Try it |
Repeat the lines of the data that follow, please, starting at the first and stopping after the one with "margin:0; font-family:Jost,sans-serif; background:var(--page);".

Data extracts |
○ ○ ○ ○

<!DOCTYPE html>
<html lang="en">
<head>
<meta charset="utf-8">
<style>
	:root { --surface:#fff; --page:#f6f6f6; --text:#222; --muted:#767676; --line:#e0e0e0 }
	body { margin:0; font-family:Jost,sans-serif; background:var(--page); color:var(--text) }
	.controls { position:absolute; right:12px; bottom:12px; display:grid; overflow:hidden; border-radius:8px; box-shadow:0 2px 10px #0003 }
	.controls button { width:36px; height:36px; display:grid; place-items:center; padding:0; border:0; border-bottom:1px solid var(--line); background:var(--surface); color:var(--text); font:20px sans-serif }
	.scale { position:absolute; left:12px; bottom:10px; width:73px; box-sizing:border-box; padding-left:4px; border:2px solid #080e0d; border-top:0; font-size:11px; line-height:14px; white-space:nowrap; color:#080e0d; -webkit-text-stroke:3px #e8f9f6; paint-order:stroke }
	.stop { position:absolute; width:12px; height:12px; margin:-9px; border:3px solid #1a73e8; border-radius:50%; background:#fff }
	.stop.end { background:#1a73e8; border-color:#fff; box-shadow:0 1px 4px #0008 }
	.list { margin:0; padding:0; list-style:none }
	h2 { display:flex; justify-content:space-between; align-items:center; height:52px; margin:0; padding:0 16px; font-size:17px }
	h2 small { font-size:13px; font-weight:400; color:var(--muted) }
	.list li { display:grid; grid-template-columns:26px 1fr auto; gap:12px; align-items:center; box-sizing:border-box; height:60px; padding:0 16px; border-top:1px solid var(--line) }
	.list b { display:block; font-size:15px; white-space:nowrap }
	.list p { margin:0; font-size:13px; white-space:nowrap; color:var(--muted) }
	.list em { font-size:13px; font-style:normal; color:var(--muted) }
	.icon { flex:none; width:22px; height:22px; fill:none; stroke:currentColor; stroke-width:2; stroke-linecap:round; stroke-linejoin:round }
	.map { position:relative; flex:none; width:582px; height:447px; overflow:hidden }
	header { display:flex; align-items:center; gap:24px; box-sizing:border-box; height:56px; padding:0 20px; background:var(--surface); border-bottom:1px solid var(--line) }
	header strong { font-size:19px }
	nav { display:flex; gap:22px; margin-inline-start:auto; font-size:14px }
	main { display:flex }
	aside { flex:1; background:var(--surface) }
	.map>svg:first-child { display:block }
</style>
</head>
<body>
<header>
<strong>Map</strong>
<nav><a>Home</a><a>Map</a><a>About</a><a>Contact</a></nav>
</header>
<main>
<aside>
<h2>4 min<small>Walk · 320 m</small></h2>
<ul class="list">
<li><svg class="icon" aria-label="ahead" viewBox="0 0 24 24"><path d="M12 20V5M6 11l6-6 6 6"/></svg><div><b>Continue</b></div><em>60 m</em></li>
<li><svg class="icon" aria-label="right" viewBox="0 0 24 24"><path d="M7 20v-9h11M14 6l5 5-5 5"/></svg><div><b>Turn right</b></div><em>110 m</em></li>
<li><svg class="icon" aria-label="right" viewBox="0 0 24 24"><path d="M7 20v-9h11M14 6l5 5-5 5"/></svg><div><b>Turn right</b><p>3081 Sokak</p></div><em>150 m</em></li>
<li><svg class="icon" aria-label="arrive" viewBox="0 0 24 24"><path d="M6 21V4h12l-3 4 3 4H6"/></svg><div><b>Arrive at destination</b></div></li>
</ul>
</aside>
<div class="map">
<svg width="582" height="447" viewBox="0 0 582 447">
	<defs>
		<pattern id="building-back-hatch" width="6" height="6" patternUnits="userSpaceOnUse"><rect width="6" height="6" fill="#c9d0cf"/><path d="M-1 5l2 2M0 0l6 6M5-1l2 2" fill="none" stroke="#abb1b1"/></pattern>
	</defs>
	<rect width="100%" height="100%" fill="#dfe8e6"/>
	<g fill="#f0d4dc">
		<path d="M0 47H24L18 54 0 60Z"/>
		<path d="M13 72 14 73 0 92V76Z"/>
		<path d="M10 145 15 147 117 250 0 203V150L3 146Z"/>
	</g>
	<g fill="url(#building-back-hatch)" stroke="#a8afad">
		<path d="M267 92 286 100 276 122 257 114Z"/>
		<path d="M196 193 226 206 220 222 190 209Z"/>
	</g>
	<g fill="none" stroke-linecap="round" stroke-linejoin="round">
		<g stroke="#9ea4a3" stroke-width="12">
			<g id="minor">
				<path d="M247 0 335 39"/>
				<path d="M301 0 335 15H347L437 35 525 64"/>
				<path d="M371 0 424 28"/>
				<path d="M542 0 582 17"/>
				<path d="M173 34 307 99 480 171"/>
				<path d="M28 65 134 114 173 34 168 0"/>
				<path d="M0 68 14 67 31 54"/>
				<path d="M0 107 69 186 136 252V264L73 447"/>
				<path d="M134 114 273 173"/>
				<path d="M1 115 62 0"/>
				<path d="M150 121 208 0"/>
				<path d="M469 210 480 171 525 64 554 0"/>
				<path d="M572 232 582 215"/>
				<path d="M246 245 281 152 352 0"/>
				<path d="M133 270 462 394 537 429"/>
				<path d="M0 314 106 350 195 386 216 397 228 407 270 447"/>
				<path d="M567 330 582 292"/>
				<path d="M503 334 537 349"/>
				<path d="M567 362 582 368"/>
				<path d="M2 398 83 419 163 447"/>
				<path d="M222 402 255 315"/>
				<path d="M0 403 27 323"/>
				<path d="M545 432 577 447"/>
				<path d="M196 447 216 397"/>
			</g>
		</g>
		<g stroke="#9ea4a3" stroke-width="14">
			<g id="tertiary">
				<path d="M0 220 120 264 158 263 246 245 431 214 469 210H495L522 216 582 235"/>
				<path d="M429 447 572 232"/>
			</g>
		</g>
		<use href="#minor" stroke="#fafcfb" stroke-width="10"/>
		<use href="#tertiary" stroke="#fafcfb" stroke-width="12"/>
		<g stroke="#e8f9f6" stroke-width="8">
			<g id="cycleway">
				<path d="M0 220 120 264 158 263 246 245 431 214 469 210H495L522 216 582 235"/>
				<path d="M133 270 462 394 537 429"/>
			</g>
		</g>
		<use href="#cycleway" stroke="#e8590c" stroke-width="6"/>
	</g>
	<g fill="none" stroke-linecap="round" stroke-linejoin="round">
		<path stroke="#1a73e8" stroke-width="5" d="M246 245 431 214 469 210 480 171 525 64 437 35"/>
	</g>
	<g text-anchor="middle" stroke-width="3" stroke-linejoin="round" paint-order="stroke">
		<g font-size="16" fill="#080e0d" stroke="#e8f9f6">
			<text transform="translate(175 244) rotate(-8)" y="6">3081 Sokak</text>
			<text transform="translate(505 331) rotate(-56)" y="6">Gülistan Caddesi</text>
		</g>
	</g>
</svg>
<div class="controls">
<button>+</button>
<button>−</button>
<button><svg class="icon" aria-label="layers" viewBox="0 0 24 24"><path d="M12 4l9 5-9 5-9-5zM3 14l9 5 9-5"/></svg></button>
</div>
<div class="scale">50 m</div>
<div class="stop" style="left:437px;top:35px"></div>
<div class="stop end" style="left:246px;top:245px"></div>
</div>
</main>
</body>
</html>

○ ○ ○ ○

Response for this exercise |
<!DOCTYPE html>
<html lang="en">
<head>
<meta charset="utf-8">
<style>
	:root { --surface:#fff; --page:#f6f6f6; --text:#222; --muted:#767676; --line:#e0e0e0 }
	body { margin:0; font-family:Jost,sans-serif; background:var(--page); color:var(--text) }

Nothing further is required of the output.